=== RECORD EXTRACTS ===
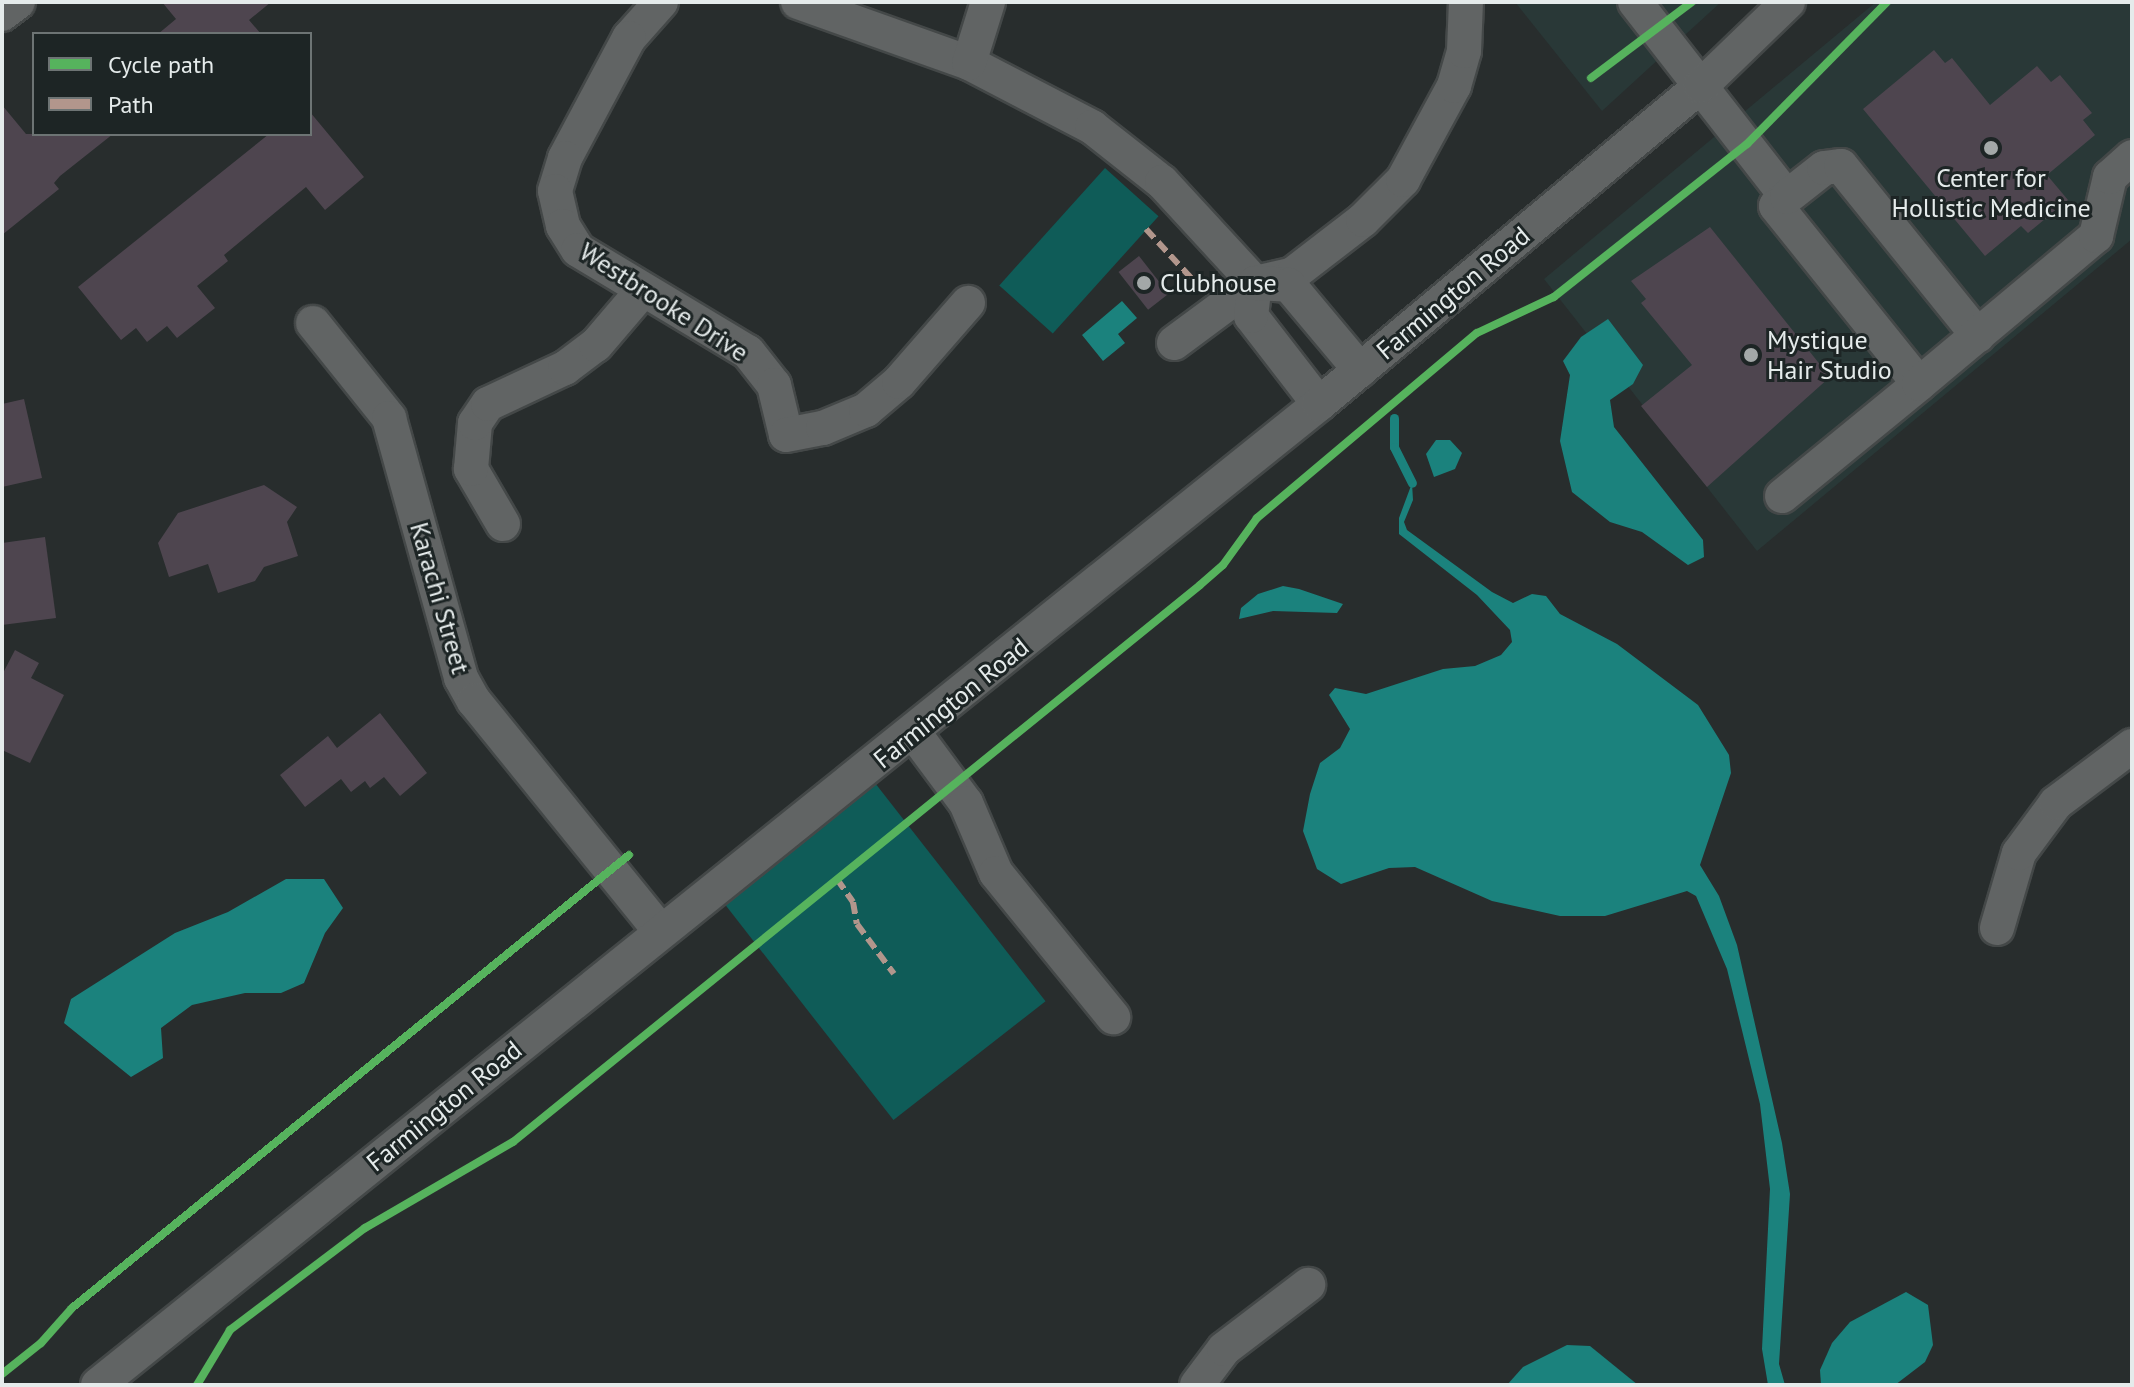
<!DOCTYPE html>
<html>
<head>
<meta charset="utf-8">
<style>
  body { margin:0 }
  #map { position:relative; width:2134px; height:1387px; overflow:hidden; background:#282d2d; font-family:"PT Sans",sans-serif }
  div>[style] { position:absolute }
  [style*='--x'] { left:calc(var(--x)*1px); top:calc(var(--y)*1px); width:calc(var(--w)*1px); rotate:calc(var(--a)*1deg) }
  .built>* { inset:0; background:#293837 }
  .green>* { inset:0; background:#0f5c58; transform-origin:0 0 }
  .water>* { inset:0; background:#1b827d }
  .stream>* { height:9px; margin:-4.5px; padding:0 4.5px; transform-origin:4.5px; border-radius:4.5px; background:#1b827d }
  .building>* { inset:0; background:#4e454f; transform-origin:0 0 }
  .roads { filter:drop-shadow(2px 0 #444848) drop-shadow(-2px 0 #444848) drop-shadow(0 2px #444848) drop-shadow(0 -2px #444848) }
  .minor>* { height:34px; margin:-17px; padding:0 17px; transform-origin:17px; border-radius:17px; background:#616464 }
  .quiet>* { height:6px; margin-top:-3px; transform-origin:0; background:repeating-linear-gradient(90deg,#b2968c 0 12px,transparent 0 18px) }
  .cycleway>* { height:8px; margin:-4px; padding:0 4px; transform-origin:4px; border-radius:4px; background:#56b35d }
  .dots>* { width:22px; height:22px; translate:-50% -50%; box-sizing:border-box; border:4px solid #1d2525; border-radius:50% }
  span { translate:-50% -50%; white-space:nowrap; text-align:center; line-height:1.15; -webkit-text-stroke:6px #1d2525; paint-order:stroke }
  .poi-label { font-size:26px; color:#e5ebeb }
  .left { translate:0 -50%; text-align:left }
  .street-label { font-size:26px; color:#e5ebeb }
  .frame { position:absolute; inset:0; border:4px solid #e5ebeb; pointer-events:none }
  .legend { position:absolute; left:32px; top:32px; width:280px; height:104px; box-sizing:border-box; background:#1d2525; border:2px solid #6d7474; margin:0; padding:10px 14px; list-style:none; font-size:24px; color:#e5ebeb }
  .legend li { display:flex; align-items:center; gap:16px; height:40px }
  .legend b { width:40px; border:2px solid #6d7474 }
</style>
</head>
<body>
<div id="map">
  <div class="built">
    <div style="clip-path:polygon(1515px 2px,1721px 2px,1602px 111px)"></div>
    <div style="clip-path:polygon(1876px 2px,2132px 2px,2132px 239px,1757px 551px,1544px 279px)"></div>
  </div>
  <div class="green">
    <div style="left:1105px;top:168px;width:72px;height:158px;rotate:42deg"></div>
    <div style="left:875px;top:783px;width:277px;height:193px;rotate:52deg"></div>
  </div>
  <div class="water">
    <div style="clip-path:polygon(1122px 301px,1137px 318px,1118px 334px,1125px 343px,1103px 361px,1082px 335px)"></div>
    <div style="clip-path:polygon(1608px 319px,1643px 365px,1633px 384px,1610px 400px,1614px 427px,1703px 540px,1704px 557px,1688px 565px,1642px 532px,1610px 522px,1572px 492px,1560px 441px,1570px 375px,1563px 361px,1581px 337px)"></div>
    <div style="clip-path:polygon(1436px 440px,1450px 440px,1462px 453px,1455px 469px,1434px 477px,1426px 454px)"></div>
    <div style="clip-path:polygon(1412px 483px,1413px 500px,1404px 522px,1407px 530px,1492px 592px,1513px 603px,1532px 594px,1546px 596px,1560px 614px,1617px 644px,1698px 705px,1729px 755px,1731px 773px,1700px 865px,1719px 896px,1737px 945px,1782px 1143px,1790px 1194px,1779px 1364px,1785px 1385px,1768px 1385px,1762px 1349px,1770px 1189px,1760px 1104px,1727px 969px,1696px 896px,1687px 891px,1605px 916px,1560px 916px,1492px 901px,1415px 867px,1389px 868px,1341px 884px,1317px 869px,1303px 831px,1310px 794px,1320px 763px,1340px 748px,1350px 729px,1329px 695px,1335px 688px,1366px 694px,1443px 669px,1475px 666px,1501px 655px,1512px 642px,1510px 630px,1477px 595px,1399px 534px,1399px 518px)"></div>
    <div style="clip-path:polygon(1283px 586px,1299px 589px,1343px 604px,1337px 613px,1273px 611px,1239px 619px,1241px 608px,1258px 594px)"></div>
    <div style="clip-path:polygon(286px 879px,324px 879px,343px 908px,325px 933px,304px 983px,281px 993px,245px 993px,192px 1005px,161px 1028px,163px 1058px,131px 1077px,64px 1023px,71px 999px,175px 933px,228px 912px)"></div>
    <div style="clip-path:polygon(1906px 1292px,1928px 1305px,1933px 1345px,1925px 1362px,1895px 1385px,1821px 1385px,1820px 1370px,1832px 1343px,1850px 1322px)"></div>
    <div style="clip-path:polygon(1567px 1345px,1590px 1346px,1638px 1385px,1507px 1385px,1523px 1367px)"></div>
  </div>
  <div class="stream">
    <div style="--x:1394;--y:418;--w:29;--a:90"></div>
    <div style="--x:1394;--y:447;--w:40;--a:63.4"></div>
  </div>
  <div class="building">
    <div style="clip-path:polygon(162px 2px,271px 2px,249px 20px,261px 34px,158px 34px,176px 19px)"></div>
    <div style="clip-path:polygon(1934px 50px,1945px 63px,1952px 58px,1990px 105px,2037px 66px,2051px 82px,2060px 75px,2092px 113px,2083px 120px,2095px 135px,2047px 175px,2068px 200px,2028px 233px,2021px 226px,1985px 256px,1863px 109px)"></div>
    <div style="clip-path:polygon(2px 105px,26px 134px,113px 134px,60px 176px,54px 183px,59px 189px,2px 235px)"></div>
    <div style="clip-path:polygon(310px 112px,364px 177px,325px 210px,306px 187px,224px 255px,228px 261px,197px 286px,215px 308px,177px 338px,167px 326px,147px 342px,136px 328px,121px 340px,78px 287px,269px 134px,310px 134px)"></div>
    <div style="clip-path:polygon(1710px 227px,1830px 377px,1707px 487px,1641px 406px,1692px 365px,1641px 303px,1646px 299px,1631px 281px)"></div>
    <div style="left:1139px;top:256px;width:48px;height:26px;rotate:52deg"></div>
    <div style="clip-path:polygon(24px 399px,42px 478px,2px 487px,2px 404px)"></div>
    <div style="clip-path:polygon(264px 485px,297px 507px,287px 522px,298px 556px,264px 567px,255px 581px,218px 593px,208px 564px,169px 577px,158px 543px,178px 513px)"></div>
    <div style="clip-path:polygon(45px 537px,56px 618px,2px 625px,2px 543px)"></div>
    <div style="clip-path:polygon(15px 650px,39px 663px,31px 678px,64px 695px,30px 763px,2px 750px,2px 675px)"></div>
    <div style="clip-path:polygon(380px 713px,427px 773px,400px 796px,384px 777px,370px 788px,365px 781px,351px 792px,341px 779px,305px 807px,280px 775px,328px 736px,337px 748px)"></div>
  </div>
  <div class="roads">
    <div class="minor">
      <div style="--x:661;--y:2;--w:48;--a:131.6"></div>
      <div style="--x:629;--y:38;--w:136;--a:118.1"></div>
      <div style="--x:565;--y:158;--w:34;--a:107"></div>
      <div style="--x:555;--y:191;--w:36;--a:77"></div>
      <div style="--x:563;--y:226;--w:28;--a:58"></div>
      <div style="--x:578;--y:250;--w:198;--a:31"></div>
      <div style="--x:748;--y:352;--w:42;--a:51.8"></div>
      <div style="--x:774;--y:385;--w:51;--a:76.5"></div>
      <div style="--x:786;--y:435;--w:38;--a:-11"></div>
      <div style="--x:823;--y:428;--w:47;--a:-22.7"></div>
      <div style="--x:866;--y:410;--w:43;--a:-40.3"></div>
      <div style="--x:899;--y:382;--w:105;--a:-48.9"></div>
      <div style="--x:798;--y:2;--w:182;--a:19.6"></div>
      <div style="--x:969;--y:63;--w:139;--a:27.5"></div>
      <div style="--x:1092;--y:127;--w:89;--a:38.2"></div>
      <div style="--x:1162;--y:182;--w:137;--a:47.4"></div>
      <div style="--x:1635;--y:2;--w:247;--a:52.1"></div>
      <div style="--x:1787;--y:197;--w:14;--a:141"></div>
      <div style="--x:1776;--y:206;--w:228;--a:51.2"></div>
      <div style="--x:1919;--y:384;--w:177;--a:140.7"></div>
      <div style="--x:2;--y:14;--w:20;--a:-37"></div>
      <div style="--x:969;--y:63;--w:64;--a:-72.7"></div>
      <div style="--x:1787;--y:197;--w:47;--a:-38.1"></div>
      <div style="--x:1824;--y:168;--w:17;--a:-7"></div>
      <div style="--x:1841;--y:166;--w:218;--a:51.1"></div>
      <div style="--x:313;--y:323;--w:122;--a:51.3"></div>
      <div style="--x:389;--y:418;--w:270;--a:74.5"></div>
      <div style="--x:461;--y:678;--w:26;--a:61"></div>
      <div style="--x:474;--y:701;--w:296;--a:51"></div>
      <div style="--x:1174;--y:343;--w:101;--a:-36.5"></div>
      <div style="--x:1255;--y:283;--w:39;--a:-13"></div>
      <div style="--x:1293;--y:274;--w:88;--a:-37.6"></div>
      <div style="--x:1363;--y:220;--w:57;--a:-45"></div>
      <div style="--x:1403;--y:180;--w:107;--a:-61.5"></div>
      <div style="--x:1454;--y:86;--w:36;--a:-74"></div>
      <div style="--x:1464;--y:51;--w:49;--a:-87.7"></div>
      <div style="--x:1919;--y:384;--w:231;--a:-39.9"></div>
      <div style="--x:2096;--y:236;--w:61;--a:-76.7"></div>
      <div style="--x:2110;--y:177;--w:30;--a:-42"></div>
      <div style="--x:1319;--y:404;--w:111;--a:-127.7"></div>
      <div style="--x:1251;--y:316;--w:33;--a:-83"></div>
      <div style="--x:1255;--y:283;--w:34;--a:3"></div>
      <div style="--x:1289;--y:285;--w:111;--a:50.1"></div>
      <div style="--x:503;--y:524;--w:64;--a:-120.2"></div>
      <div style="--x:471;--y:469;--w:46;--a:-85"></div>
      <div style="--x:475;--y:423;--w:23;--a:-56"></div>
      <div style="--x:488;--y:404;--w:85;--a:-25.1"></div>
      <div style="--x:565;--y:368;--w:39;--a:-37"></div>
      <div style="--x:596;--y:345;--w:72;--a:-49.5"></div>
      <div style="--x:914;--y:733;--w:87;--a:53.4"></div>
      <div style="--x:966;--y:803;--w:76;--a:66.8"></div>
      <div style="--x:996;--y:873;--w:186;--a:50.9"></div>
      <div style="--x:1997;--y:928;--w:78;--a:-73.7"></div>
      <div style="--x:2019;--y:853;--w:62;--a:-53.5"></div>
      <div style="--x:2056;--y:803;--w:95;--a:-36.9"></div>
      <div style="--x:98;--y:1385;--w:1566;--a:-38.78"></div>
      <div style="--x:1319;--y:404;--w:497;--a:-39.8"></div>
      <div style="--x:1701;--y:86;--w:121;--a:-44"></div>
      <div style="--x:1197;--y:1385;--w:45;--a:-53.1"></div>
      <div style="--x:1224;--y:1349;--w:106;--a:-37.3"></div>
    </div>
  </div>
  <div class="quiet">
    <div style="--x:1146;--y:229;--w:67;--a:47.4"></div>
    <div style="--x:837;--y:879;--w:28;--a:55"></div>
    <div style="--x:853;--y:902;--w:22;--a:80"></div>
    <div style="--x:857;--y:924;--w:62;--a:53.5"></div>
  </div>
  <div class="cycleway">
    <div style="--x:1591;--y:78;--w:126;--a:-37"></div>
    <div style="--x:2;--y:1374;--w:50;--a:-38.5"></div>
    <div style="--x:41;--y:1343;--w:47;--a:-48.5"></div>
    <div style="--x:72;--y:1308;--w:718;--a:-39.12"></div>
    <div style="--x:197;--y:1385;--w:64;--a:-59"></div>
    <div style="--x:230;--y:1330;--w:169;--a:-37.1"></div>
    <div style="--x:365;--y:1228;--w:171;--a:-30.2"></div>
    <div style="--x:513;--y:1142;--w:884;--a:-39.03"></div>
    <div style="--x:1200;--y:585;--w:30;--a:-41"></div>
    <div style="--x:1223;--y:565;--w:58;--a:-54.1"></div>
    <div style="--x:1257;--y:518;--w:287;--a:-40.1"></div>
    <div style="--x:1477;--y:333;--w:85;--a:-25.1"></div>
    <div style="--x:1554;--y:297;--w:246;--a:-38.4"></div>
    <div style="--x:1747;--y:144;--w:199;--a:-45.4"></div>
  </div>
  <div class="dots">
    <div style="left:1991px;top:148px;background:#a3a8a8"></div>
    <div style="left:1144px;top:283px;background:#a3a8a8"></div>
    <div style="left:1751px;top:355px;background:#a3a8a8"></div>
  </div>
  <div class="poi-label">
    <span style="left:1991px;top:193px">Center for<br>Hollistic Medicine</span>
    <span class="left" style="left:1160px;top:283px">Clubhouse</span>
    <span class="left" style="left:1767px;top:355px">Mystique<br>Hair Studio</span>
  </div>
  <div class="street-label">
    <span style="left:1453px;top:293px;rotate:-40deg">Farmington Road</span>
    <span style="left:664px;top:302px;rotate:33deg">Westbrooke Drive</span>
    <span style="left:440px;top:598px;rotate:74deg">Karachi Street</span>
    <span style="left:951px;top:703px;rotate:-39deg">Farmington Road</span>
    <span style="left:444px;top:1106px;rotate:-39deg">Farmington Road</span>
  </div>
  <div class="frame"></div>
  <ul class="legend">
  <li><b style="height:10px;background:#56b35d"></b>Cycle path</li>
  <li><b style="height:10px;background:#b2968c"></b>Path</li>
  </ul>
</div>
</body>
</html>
===
Filter the records for the word "label" and show every line that has it.

— SOLUTION TO THIS TASK —
  .poi-label { font-size:26px; color:#e5ebeb }
  .street-label { font-size:26px; color:#e5ebeb }
  <div class="poi-label">
  <div class="street-label">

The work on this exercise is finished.